Excerpts of discussion of issues on temp sensors:

 The longer the time constant is, the greater will be the variation between thermo-sensors.  If this is used, it will require a shielded cable for the lead to the Labjack with the shield connected to the SS sheath and to Labjack ground.

Also note that the sheath must be inserted at least 1.5" into the water to minimize sheath conduction effects from the ambient.

The RF will create an offset at every exposed junction, producing an offset in some places whereafter there is gain.  This is bad for an opamp because it could provide high gain and a high level offset.  So, don't use the opamp board that Ryan was talking about for the thermistor.  Just use two series resistors and a cap to ground in the input nodes.  You will have to measure the source voltage and the two resistor nodes, calculate the thermistor resistance and then compute temperature from the thermistor resistance.  Using the constant current source is a source of error.  You can measure a source voltage, but measuring the source current is difficult and you will not be able to use the same current source for both - but you can use the same voltage source.  Also, being a high impedance node makes a current source more susceptible to RF desense.

 

When it comes to accurate measurement, that system is going to have a problem with the sensor sheath being so short and insertion into the water being of so short length.  It will cause ambient temperature to affect the water temperature being read.  Also,the cables need to be shielded.  You will need some braid tubes.

There will need to be check valves installed and plumbing for the analog thermometers and to insure that the flow tube is always full.

  1. Electrical Measurements
  1. Input Power => High end power analyzers on AC source with a filter to remove highest frequency components
  1. Large capacitor to filter high frequencies the meters can’t see
  1. This introduces a reactive power component that would need to be characterized during calibration for each meter
  2. Possibility of L-C resonance could actually make things worse at certain frequencies

  1. Ferrite Bead RF Choke

  1. Input Power =>Cleanest way is measure DC (Not taking this option)
  1. AC=>48VDC
  2. DC Power Meter
  3. 48VDC=>220VAC@50Hz inverter (2 or 3 KW)
  4. There is a chance that the 1Mhz generator is 10% efficient, which would frustrate this idea - based on his story of testing the input power with a watt-hour meter, we can assume this is not the case
  1. What steps can we take to calibrate with a known load?  Let’s define this procedure in the power metering calibrations plan.

  1. Plasma generator waveforms
  1. More for understanding dynamics and mechanism of operation instead of actual metering
  2. Serves as a potential backup plan for approximating power in
  3. Oscilloscopes - make sure it is accurate and calibrated with the right probes
  1. Measure current and voltage
  2. Can we estimate the amp we are expecting to have to measure?  What is the right probe for current measurement?
  3. Purchased Hantek DSO5202P
  4. http://www.ebay.co.uk/itm/DSO5202P-2Channels-7-TFT-LCD-800x480-USB-Digital-Oscilloscope-1GS-s-200MHz-UK-/232279326396?hash=item3614ed3ebc:g:lg0AAOSwuxFY0h2w
  5. Right probes to measure current and voltage is an issue

  1. Thermal imaging
  1. Optris camera to look for heat anomalies that would point towards some hidden power source.

  1. Is he fooling us?

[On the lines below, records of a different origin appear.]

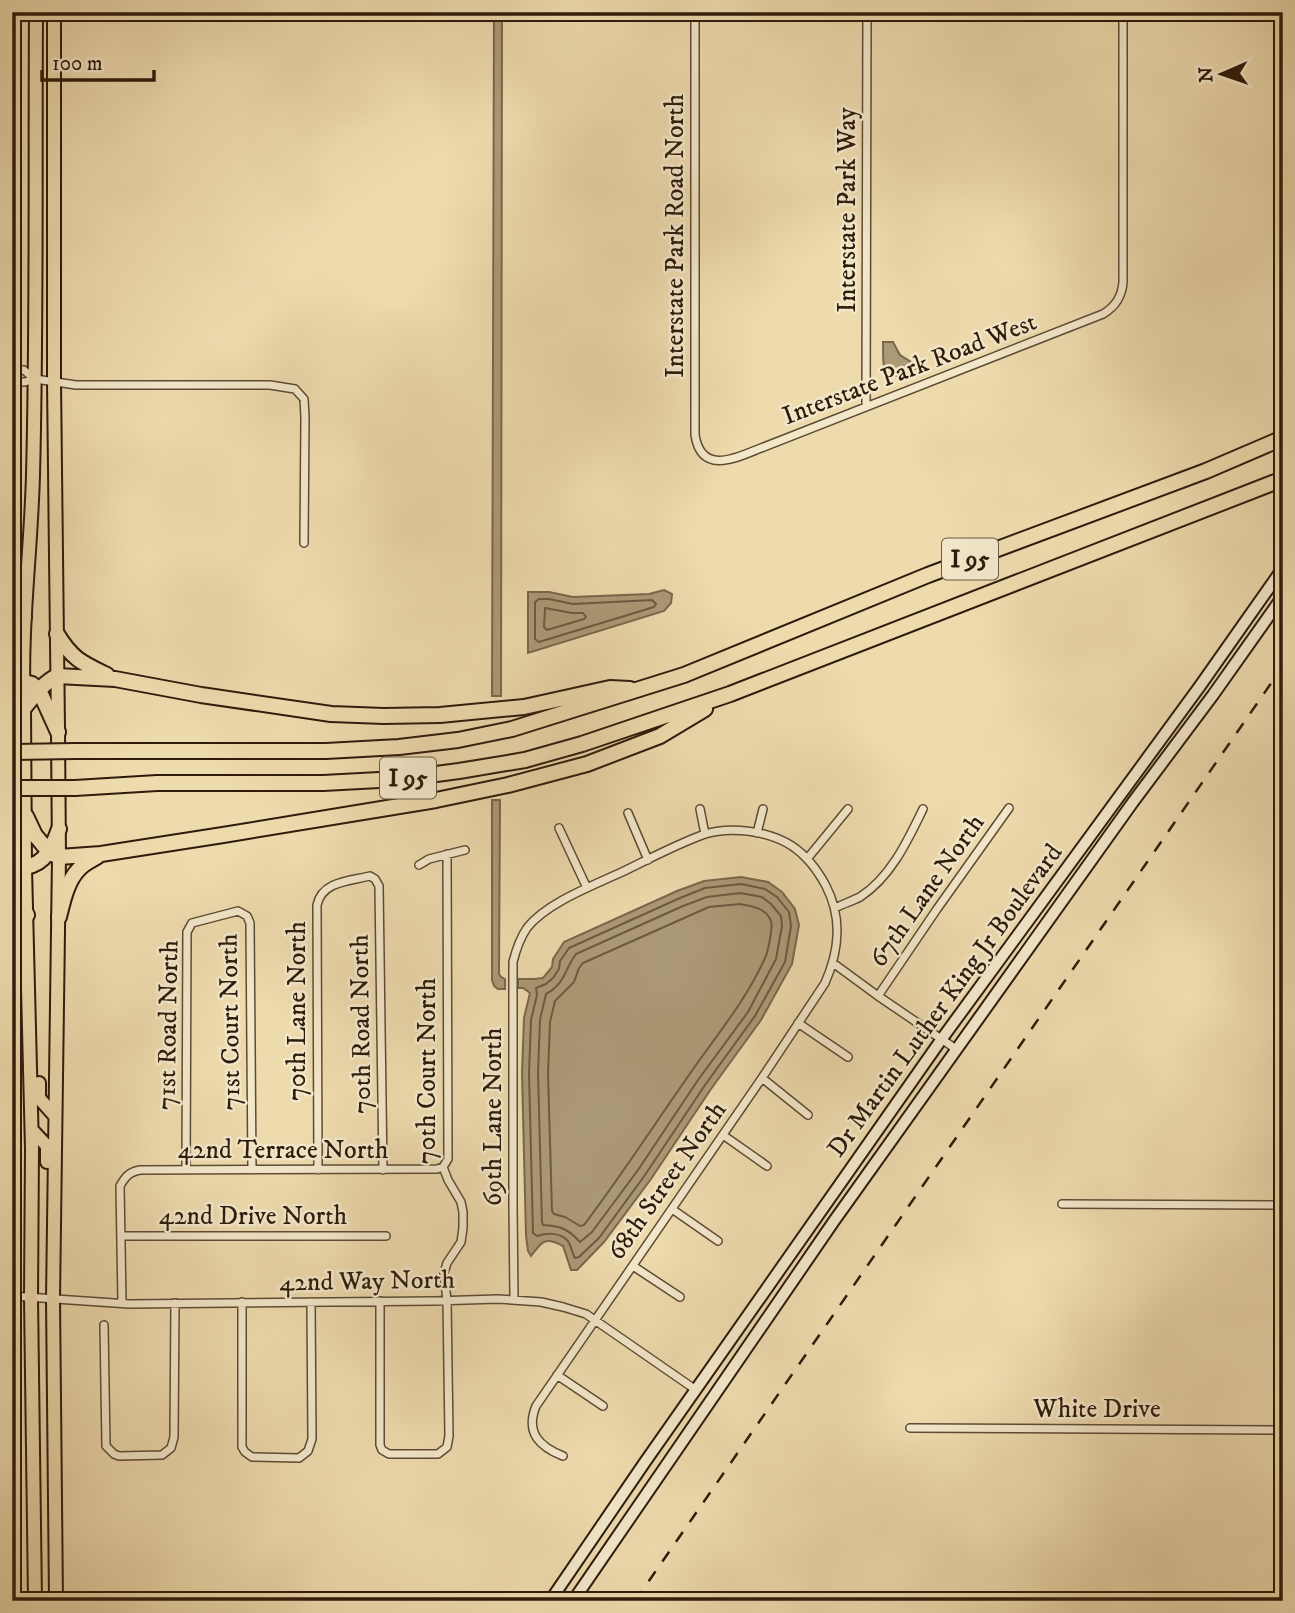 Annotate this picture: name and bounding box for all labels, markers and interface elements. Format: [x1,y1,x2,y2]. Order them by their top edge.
scale bar [42,38,154,82]
north arrow [1186,38,1256,108]
text: 100 m [52,51,103,77]
text: N [1195,66,1218,83]
street label: Interstate Park Road North [659,94,692,378]
street label: Interstate Park Way [831,107,864,313]
street label: Interstate Park Road West [778,306,1041,433]
road number: I 95 [942,538,998,580]
road number: I 95 [380,758,436,798]
street label: 67th Lane North [862,808,992,974]
street label: Dr Martin Luther King Jr Boulevard [820,838,1070,1164]
street label: 70th Lane North [281,921,314,1101]
street label: 71st Court North [212,933,249,1111]
street label: 70th Road North [343,934,380,1114]
street label: 71st Road North [151,939,186,1110]
street label: 70th Court North [411,977,444,1164]
street label: 69th Lane North [477,1027,510,1206]
street label: 68th Street North [600,1095,734,1267]
street label: 42nd Terrace North [178,1134,389,1167]
street label: 42nd Drive North [159,1200,347,1233]
street label: 42nd Way North [279,1263,456,1300]
street label: White Drive [1032,1393,1161,1426] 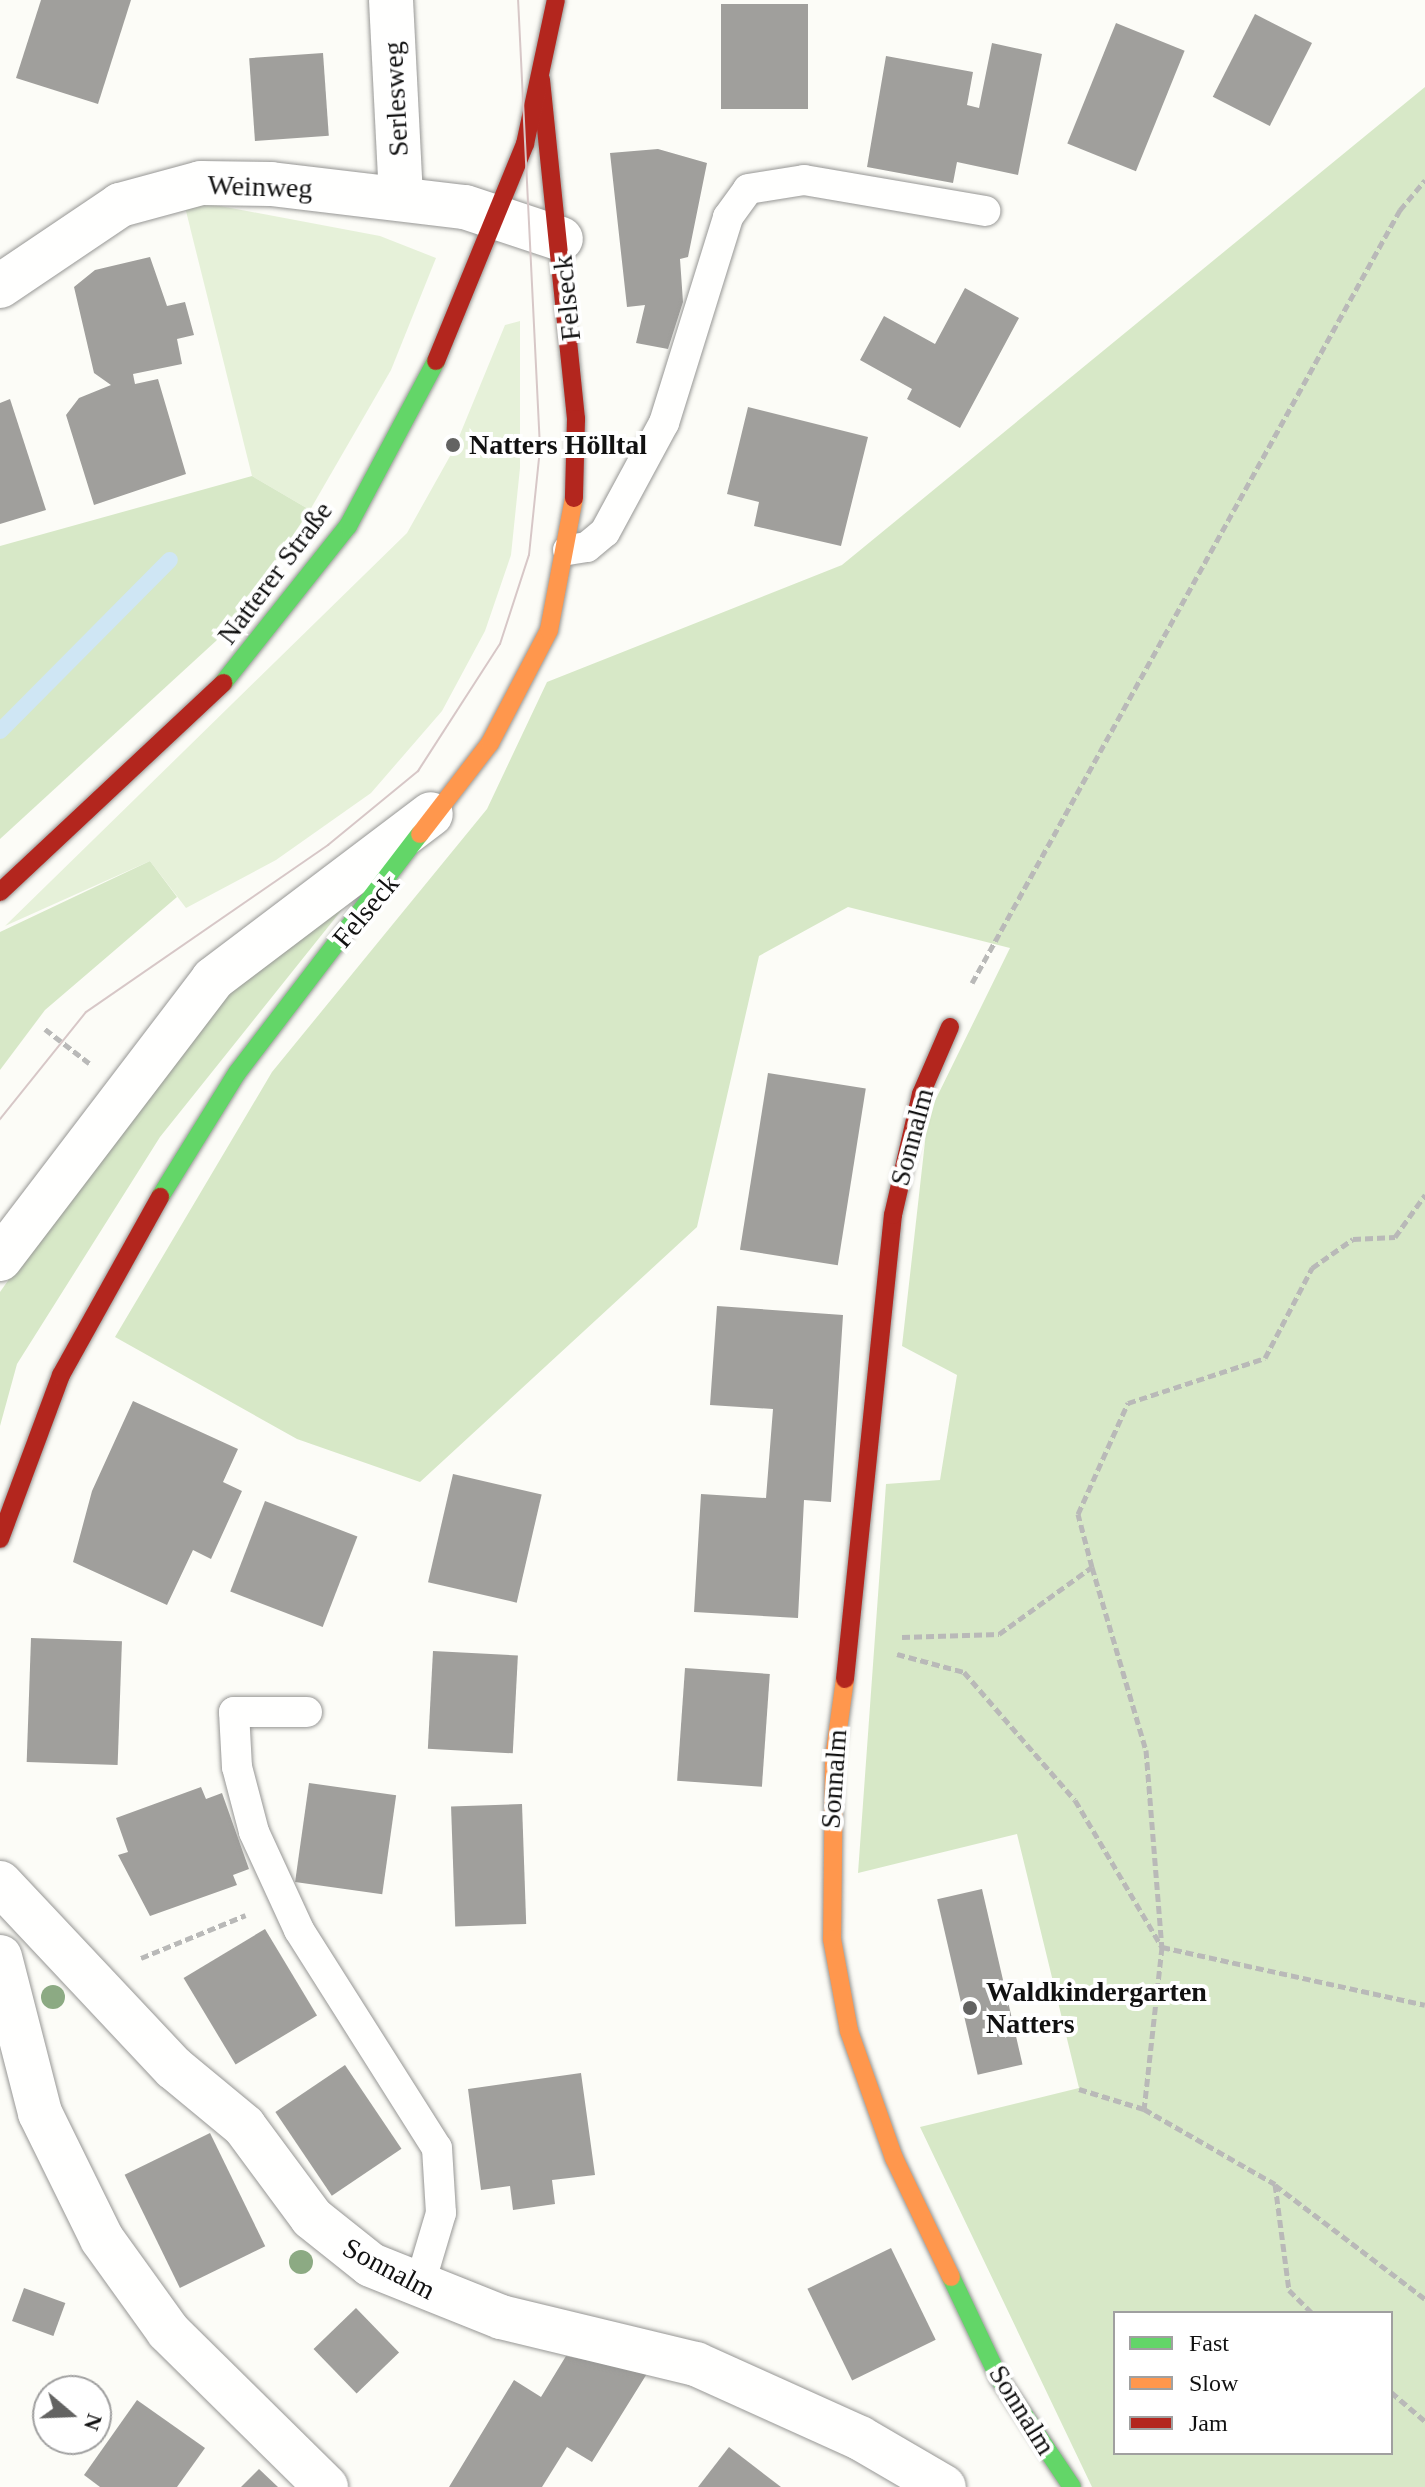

Ruling out other hidden sources of power
  1. Faraday cage to rule out microwaves or anything
  2. Opaque shield to rule out IR laser, etc
  3. Set it on our own table/stand/platform to eliminate possibility of hidden coils, contacts
  4. Shield can also rule out focused ultrasound
  5. Need to weigh before and after to eliminate possibility of combustion fuel inside somehow

  1. Is he fooling himself? Ruling out accidental power input
  1. Are there high frequencies in the RF (like microwaves) that are not getting measured by whatever instrumentation he has indicating his RF power?
  2. Is there stray voltages in that building caused by dangerously bad wiring?
  3. RF noise and ground leakage current on sensors must be ruled out

  1. Radiation
  1. NaI Gamma detector  - Check for one locally
  2. Labjack with Plot.ly streaming, with integrated Neutron/GMC pulse and ROI counting data. PA1000 data can be included if it is used (Max. 20 Arms).  1000W input power @220VAC =~5 Amps
  3. Neutron bubble detectors
  4. Geiger Counter - going without any lead shielding.  That can come in subsequent studies
  5. RF Spectrum analyzer to assess field strength and frequencies at various locations
  6. How thick is the cooling jacket around the reactor tube? Will there be an aperture through it big enough for useful gamma measurements? Will the coolant moderate fast neutrons and block thermal ones originating in the reactor?

Full Instrumentation Plan

Instrumentation Block Diagram_Calibration.png

  1. Fuel analysis Project

While the fuel analysis is not strictly part of a performance validation, if it is available to us, understanding the fuel preparation is very important.  This study merits it’s own paper separate from report on validation of excess energy production.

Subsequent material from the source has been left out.